Awards-winning WPJA members have shared their experiences capturing these intimate moments, reminiscing about fathers who appeared to be not showing any emotion throughout the day only to suddenly break at the reception or even during their first dance with their child. Being in the loop for these events is essential since guests who have been very cautious all day might unexpectedly surprise you by revealing their genuine emotions. You want to take advantage of the moment that changes them. Suppose you’re at the present moment and have some empathy. In that case, these beautiful photographs are more likely to be missed since being able to comprehend the person you’re taking photos of will allow you to remain in the proper position in the right place at the right moment.

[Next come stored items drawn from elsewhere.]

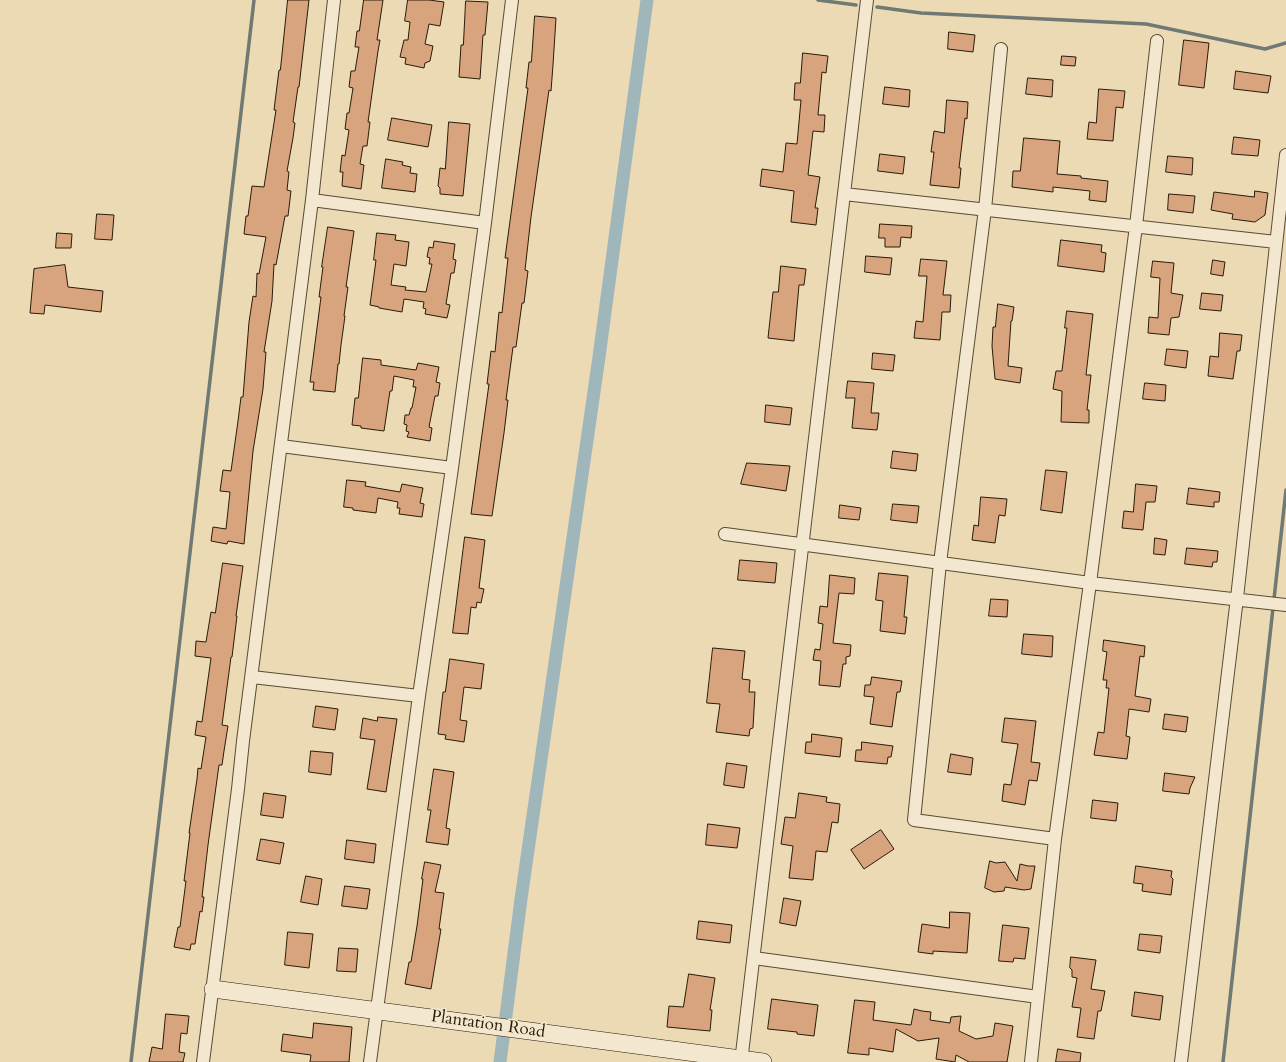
<!DOCTYPE html>
<style>
body{margin:0}
canvas{display:block;background:#ecdab5}
</style>
<canvas width="1286" height="1062"></canvas>
<script>
const c = document.querySelector('canvas').getContext('2d');
c.lineJoin = 'round';
function strokePath(path, color, width, dash) { c.strokeStyle = color; c.lineWidth = width; c.lineCap = dash ? 'butt' : 'round'; c.setLineDash(dash || []); c.stroke(path); }
function fill(path, color) { c.fillStyle = color; c.fill(path, 'evenodd'); }
function drawText(font, color, halo, rows, align = 'center') {
  c.font = font + ' Cardo,serif'; c.lineWidth = 3.5; c.setLineDash([]); c.textBaseline = 'middle'; c.strokeStyle = halo; c.fillStyle = color; for (const [text, x, y, turn = 0] of rows) {
    c.save(); c.translate(x, y); c.rotate((+turn || 0) * Math.PI / 180); c.textAlign = isNaN(turn) ? turn : align; if (halo) c.strokeText(text, 0, 0); c.fillText(text, 0, 0); c.restore();
  }
}
strokePath(new Path2D(`
 M 818,0 L 856,5
 M 877,7 L 921,13 L 1146,24 L 1265,49 L 1286,43
 M 131,1062 L 254,0
 M 1223,1062 L 1286,490`), '#707973', 3.5);
strokePath(new Path2D(`
 M 500,1062 L 521,899 L 599,357 L 647,0`), '#9fb7ba', 13);
const building = new Path2D(`
 M 288,0 L 309,0 L 299,87 L 298,87 L 293,122 L 295,123 L 293,138 L 287,171 L 289,172 L 287,190 L 291,191 L 288,216 L 285,216 L 276,265 L 274,264 L 272,301 L 264,352 L 266,352 L 263,389 L 253,451 L 244,544 L 228,541 L 227,544 L 211,541 L 213,527 L 226,529 L 230,492 L 220,491 L 223,470 L 231,471 L 238,421 L 241,397 L 243,397 L 249,322 L 253,296 L 256,297 L 257,273 L 259,274 L 266,237 L 244,234 L 246,216 L 248,216 L 252,186 L 264,187 L 276,110 L 274,110 L 279,70 L 280,70 Z
 M 364,0 L 383,0 L 377,40 L 380,40 L 378,51 L 368,122 L 370,122 L 367,146 L 363,146 L 360,164 L 364,165 L 361,189 L 342,186 L 343,172 L 340,172 L 342,155 L 345,156 L 349,130 L 345,129 L 347,113 L 349,113 L 353,88 L 349,87 L 351,71 L 355,71 L 359,47 L 355,47 L 357,31 L 359,31 Z
 M 408,0 L 429,0 L 444,2 L 440,26 L 429,24 L 425,44 L 433,46 L 430,61 L 425,63 L 424,68 L 405,64 L 406,58 L 400,57 L 404,40 L 408,40 L 410,22 L 405,21 Z
 M 466,1 L 488,2 L 485,35 L 483,35 L 480,79 L 459,77 L 461,45 L 463,45 Z
 M 535,16 L 556,18 L 553,65 L 551,91 L 549,90 L 531,217 L 525,270 L 528,271 L 524,303 L 522,303 L 516,347 L 513,347 L 506,400 L 508,400 L 504,433 L 492,516 L 471,514 L 489,384 L 487,384 L 491,351 L 495,352 L 499,312 L 502,313 L 508,258 L 505,258 L 528,88 L 526,88 L 529,62 L 531,62 Z
 M 949,32 L 975,35 L 973,52 L 948,49 Z
 M 1184,40 L 1209,43 L 1204,88 L 1179,85 Z
 M 803,53 L 828,56 L 826,73 L 822,72 L 818,115 L 825,115 L 824,132 L 813,131 L 808,175 L 820,177 L 815,208 L 818,208 L 816,225 L 791,222 L 794,191 L 760,186 L 762,169 L 783,172 L 786,143 L 797,144 L 801,100 L 794,100 L 795,83 L 800,83 Z
 M 1062,56 L 1076,57 L 1075,66 L 1061,65 Z
 M 1236,71 L 1271,76 L 1268,93 L 1234,89 Z
 M 1028,78 L 1053,80 L 1052,97 L 1026,94 Z
 M 885,87 L 910,90 L 909,107 L 883,104 Z
 M 1099,89 L 1125,91 L 1123,108 L 1116,107 L 1113,141 L 1087,139 L 1089,122 L 1096,123 Z
 M 947,100 L 968,102 L 967,119 L 965,118 L 959,168 L 961,168 L 959,188 L 930,185 L 934,152 L 931,152 L 934,131 L 944,133 Z
 M 392,118 L 432,125 L 428,147 L 388,140 Z
 M 449,122 L 470,124 L 463,196 L 440,194 L 440,188 L 438,186 L 440,168 L 445,169 Z
 M 1234,137 L 1260,140 L 1258,156 L 1232,154 Z
 M 1024,138 L 1060,141 L 1057,174 L 1081,176 L 1081,178 L 1108,181 L 1106,202 L 1089,200 L 1090,191 L 1053,187 L 1053,192 L 1012,187 L 1013,171 L 1020,171 Z
 M 880,154 L 905,157 L 903,174 L 878,171 Z
 M 1168,156 L 1193,158 L 1192,175 L 1166,172 Z
 M 386,159 L 403,162 L 402,165 L 411,167 L 410,173 L 417,174 L 415,192 L 382,188 Z
 M 1255,191 L 1268,193 L 1265,215 L 1255,222 L 1232,219 L 1233,214 L 1211,210 L 1214,192 L 1254,197 Z
 M 1169,194 L 1195,196 L 1193,213 L 1168,210 Z
 M 97,214 L 114,215 L 112,240 L 95,239 Z
 M 880,224 L 912,226 L 911,238 L 901,237 L 900,247 L 885,247 L 885,238 L 879,238 Z
 M 328,227 L 354,231 L 346,287 L 348,287 L 344,316 L 345,316 L 341,345 L 339,364 L 338,364 L 335,392 L 313,390 L 314,382 L 310,382 L 321,297 L 319,297 L 323,267 L 322,267 Z
 M 57,233 L 72,234 L 71,248 L 56,248 Z
 M 377,233 L 396,235 L 395,240 L 409,242 L 406,266 L 394,264 L 391,285 L 406,287 L 405,290 L 426,292 L 432,264 L 429,264 L 430,258 L 427,257 L 429,247 L 433,248 L 434,241 L 455,244 L 453,259 L 456,260 L 454,273 L 451,273 L 446,304 L 450,305 L 447,318 L 425,314 L 426,309 L 423,308 L 424,302 L 404,299 L 402,312 L 379,308 L 379,307 L 370,305 L 376,260 L 374,260 Z
 M 1061,240 L 1102,245 L 1101,252 L 1106,253 L 1104,272 L 1058,266 Z
 M 866,256 L 892,258 L 890,275 L 865,272 Z
 M 921,259 L 947,261 L 943,295 L 951,295 L 950,312 L 942,312 L 940,340 L 914,338 L 916,321 L 923,322 L 927,276 L 919,276 Z
 M 1213,260 L 1225,262 L 1223,276 L 1211,274 Z
 M 1153,261 L 1174,263 L 1171,293 L 1183,295 L 1179,317 L 1171,318 L 1169,335 L 1148,333 L 1149,317 L 1158,318 L 1160,278 L 1151,277 Z
 M 65,265 L 68,287 L 103,291 L 101,312 L 45,305 L 44,314 L 30,313 L 34,269 Z
 M 781,266 L 806,269 L 804,285 L 799,285 L 794,341 L 768,338 L 773,292 L 778,292 Z
 M 1202,293 L 1223,295 L 1221,311 L 1200,309 Z
 M 998,304 L 1014,307 L 1012,321 L 1011,321 L 1008,366 L 1022,368 L 1020,383 L 995,379 L 992,346 L 993,327 L 995,327 Z
 M 1067,311 L 1093,314 L 1086,375 L 1091,375 L 1087,410 L 1089,410 L 1089,423 L 1061,422 L 1062,391 L 1053,389 L 1056,371 L 1062,371 L 1067,328 L 1065,328 Z
 M 1220,333 L 1242,335 L 1240,351 L 1237,351 L 1233,379 L 1208,376 L 1210,356 L 1218,357 Z
 M 1167,349 L 1188,351 L 1186,368 L 1165,365 Z
 M 873,353 L 895,355 L 893,371 L 872,369 Z
 M 363,358 L 381,360 L 381,365 L 416,370 L 418,363 L 439,367 L 436,382 L 440,383 L 438,396 L 435,396 L 429,427 L 432,428 L 430,441 L 407,437 L 409,432 L 406,431 L 407,425 L 404,424 L 405,415 L 409,415 L 411,408 L 412,408 L 416,387 L 413,387 L 414,380 L 394,376 L 392,391 L 390,391 L 384,431 L 361,428 L 361,426 L 352,425 L 355,398 L 358,398 Z
 M 848,381 L 874,383 L 871,413 L 879,413 L 877,430 L 852,428 L 855,398 L 846,398 Z
 M 1145,383 L 1166,385 L 1165,401 L 1143,399 Z
 M 766,405 L 792,408 L 790,425 L 765,422 Z
 M 893,451 L 918,454 L 916,471 L 891,468 Z
 M 747,463 L 790,466 L 786,491 L 741,484 Z
 M 1046,470 L 1067,472 L 1062,513 L 1041,510 Z
 M 347,480 L 366,482 L 365,486 L 400,492 L 402,484 L 423,488 L 420,503 L 424,504 L 422,517 L 399,514 L 400,508 L 397,508 L 398,502 L 378,498 L 376,513 L 353,510 L 353,508 L 344,507 Z
 M 1136,484 L 1157,486 L 1155,502 L 1146,502 L 1143,530 L 1122,528 L 1124,511 L 1133,512 Z
 M 1189,488 L 1220,492 L 1219,502 L 1214,502 L 1214,507 L 1187,504 Z
 M 981,497 L 1007,499 L 1005,516 L 999,515 L 995,543 L 972,540 L 974,525 L 978,526 Z
 M 893,504 L 919,506 L 917,523 L 891,520 Z
 M 840,505 L 861,508 L 859,520 L 839,518 Z
 M 465,537 L 485,540 L 479,588 L 484,589 L 481,603 L 477,602 L 476,608 L 471,607 L 468,634 L 453,633 Z
 M 1155,538 L 1167,540 L 1165,555 L 1154,554 Z
 M 1187,548 L 1218,551 L 1217,562 L 1213,562 L 1212,567 L 1185,564 Z
 M 740,560 L 777,563 L 775,583 L 738,580 Z
 M 223,563 L 243,566 L 236,616 L 237,616 L 232,657 L 231,657 L 222,725 L 228,726 L 224,751 L 222,765 L 219,765 L 208,845 L 202,897 L 204,897 L 202,912 L 200,911 L 195,944 L 191,944 L 190,950 L 174,947 L 178,927 L 180,927 L 186,881 L 184,881 L 190,833 L 189,833 L 197,779 L 198,768 L 201,769 L 206,737 L 195,735 L 197,721 L 202,722 L 211,658 L 195,656 L 196,641 L 206,642 L 211,612 L 215,613 Z
 M 879,573 L 908,576 L 904,617 L 907,617 L 905,634 L 880,631 L 883,601 L 876,600 Z
 M 830,575 L 855,578 L 854,594 L 839,593 L 833,643 L 851,645 L 850,656 L 846,657 L 846,664 L 843,664 L 840,687 L 819,685 L 821,661 L 813,660 L 815,649 L 820,650 L 823,624 L 818,623 L 820,606 L 827,607 Z
 M 991,599 L 1008,600 L 1007,617 L 989,616 Z
 M 1024,634 L 1053,636 L 1052,657 L 1022,654 Z
 M 1104,640 L 1145,646 L 1144,657 L 1140,656 L 1135,696 L 1151,699 L 1149,712 L 1129,709 L 1126,736 L 1130,737 L 1127,759 L 1094,755 L 1098,732 L 1104,733 L 1109,688 L 1106,688 L 1107,680 L 1103,680 L 1107,652 L 1103,651 Z
 M 713,648 L 745,651 L 742,679 L 750,680 L 749,692 L 755,692 L 753,728 L 750,729 L 749,736 L 716,732 L 720,704 L 707,703 Z
 M 450,659 L 484,664 L 481,689 L 464,687 L 460,720 L 467,721 L 464,742 L 445,739 L 446,735 L 438,734 L 443,692 L 445,692 Z
 M 872,677 L 902,681 L 900,692 L 897,692 L 892,727 L 870,724 L 874,697 L 864,696 L 865,685 L 870,685 Z
 M 316,706 L 338,709 L 335,730 L 313,727 Z
 M 1165,714 L 1188,717 L 1186,732 L 1163,729 Z
 M 378,717 L 397,719 L 386,792 L 367,789 L 375,740 L 360,738 L 363,718 L 377,721 Z
 M 1005,718 L 1036,721 L 1031,762 L 1040,763 L 1037,781 L 1029,780 L 1025,805 L 1002,801 L 1004,784 L 1011,785 L 1018,744 L 1002,742 Z
 M 812,734 L 842,738 L 840,757 L 805,753 L 806,742 L 811,742 Z
 M 862,742 L 893,746 L 891,757 L 888,757 L 887,764 L 855,761 L 856,750 L 861,750 Z
 M 311,751 L 333,753 L 331,775 L 309,772 Z
 M 951,754 L 973,758 L 971,775 L 948,772 Z
 M 727,763 L 747,766 L 744,788 L 724,785 Z
 M 434,769 L 454,772 L 446,828 L 450,829 L 448,845 L 426,842 L 431,810 L 428,810 Z
 M 1165,773 L 1195,777 L 1190,788 L 1189,794 L 1163,791 Z
 M 264,793 L 286,796 L 283,818 L 261,815 Z
 M 799,793 L 827,797 L 826,802 L 840,804 L 838,823 L 832,822 L 827,852 L 816,851 L 813,880 L 789,878 L 793,846 L 781,844 L 785,817 L 795,818 Z
 M 1093,800 L 1118,803 L 1116,821 L 1091,818 Z
 M 708,824 L 740,828 L 737,848 L 706,845 Z
 M 881,830 L 894,849 L 864,869 L 851,850 Z
 M 261,839 L 284,843 L 280,864 L 257,860 Z
 M 347,840 L 376,844 L 374,863 L 345,859 Z
 M 990,861 L 996,863 L 1005,862 L 1017,881 L 1020,864 L 1028,866 L 1035,866 L 1031,889 L 1024,890 L 1005,887 L 1004,891 L 994,892 L 985,888 Z
 M 425,862 L 441,865 L 435,892 L 444,893 L 439,929 L 441,929 L 431,989 L 405,984 L 409,962 L 411,962 L 417,926 L 423,879 L 422,879 Z
 M 1136,866 L 1172,871 L 1171,877 L 1173,879 L 1171,895 L 1142,891 L 1143,884 L 1134,883 Z
 M 306,876 L 322,879 L 318,905 L 301,902 Z
 M 345,886 L 370,889 L 367,909 L 342,906 Z
 M 784,898 L 801,901 L 796,926 L 780,923 Z
 M 950,912 L 970,913 L 967,953 L 933,951 L 933,954 L 918,952 L 922,924 L 949,928 Z
 M 699,921 L 732,925 L 730,943 L 697,939 Z
 M 1003,925 L 1029,928 L 1025,959 L 1014,958 L 1013,962 L 999,961 Z
 M 288,932 L 313,934 L 309,968 L 285,965 Z
 M 1140,934 L 1162,936 L 1160,953 L 1138,950 Z
 M 339,948 L 358,949 L 356,972 L 337,971 Z
 M 1071,957 L 1096,960 L 1091,989 L 1105,991 L 1101,1011 L 1098,1011 L 1094,1039 L 1077,1037 L 1081,1008 L 1072,1007 L 1077,978 L 1072,977 L 1072,970 L 1070,968 Z
 M 689,974 L 715,978 L 710,1010 L 712,1010 L 710,1031 L 667,1027 L 669,1006 L 683,1007 Z
 M 1135,992 L 1163,996 L 1160,1020 L 1132,1016 Z
 M 772,999 L 818,1005 L 814,1036 L 797,1034 L 797,1032 L 768,1029 Z
 M 855,1000 L 875,1002 L 873,1020 L 911,1025 L 914,1009 L 922,1011 L 931,1012 L 930,1020 L 950,1023 L 951,1017 L 961,1016 L 959,1031 L 976,1039 L 993,1036 L 995,1023 L 1013,1026 L 1007,1062 L 969,1062 L 956,1055 L 955,1062 L 936,1059 L 939,1038 L 918,1041 L 896,1029 L 893,1052 L 869,1048 L 869,1055 L 848,1053 Z
 M 166,1014 L 189,1016 L 187,1034 L 181,1033 L 179,1052 L 185,1053 L 183,1062 L 149,1062 L 152,1047 L 162,1049 Z
 M 314,1023 L 352,1027 L 349,1062 L 310,1062 L 311,1055 L 281,1051 L 283,1034 L 312,1038 Z
 M 1058,1049 L 1081,1053 L 1080,1062 L 1056,1062 Z`);
fill(building, '#d7a47e');
strokePath(building, '#2a1b09', 1);
const street = new Path2D(`
 M 1001,49 L 985,209 L 940,563 L 914,820 L 1055,839
 M 844,194 L 1276,242
 M 312,200 L 485,223
 M 281,446 L 452,468
 M 725,534 L 1090,583 L 1286,605
 M 252,677 L 419,696
 M 754,958 L 1038,997
 M 203,1062 L 238,789 L 243,741 L 312,200 L 334,0
 M 370,1062 L 419,696 L 452,468 L 485,223 L 512,0
 M 741,1062 L 867,0
 M 1031,1062 L 1055,839 L 1090,583 L 1136,226 L 1157,41
 M 1181,1062 L 1237,598 L 1286,155`);
const secondary = new Path2D(`
 M 213,989 L 763,1062`);
strokePath(street, '#5a4b34', 14);
strokePath(secondary, '#2a1b09', 18);
strokePath(street, '#f3e7cf', 12);
strokePath(secondary, '#f3e7cf', 17);
drawText('17px', '#2a1b09', '#f3e7cf', [
 ["Plantation Road",488,1025,8]
]);
</script>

The feeling of family members and friends shedding tears of joy over the people they cherish and love is a moving experience that can occur at any moment. Perhaps even in formal occasions when individuals are usually asked to keep their emotions within, for instance, during the ceremony of signing the ketubah, which is the wedding contract used during Jewish wedding ceremonies. The expressions of emotions and tears at these moments of surprise are particularly touching and usually let us know what parents and other relatives are contemplating or the realization that they’re being struck with that their child is growing and has come of age.
The feeling of empathy during a wedding is a crucial aspect of capturing intimate images per our members, who state that often the weddings they take photos of remind them of the day that their children will become adults and get married, allowing them to imagine what it will feel like for mother as well as fathers of the couple to be able to look at their children on the day of the Wedding.
BECOMING INVISIBLE
A few of our readers have observed that during these incredibly emotional times, the photographer can completely disappear from the minds of the family and become an invisible witness. It’s almost like the weight of knowing the significance of this Wedding to the entire family and their child can make them not even realize that the photographer is even present, allowing the wedding photographer to capture their feelings without being intrusive or driving the family feel embarrassed which allows for gorgeous and meaningful photos.
Photographing intimate family photos is best when everyone is at ease with the photographer the moment they forget that the photographer is present. Our members have noted that this can take a long since the trust between family members increases, requiring patience on the part of the photographer. If they are patient and the photographer spends time getting acquainted with the guests, they will be more at ease and relaxed knowing that they are professional. When that happens, guests can relax and let go of any worries about the photographer’s presence, which is excellent for a wedding photographer who wants to capture candid moments even when guests aren’t aware they are being charged.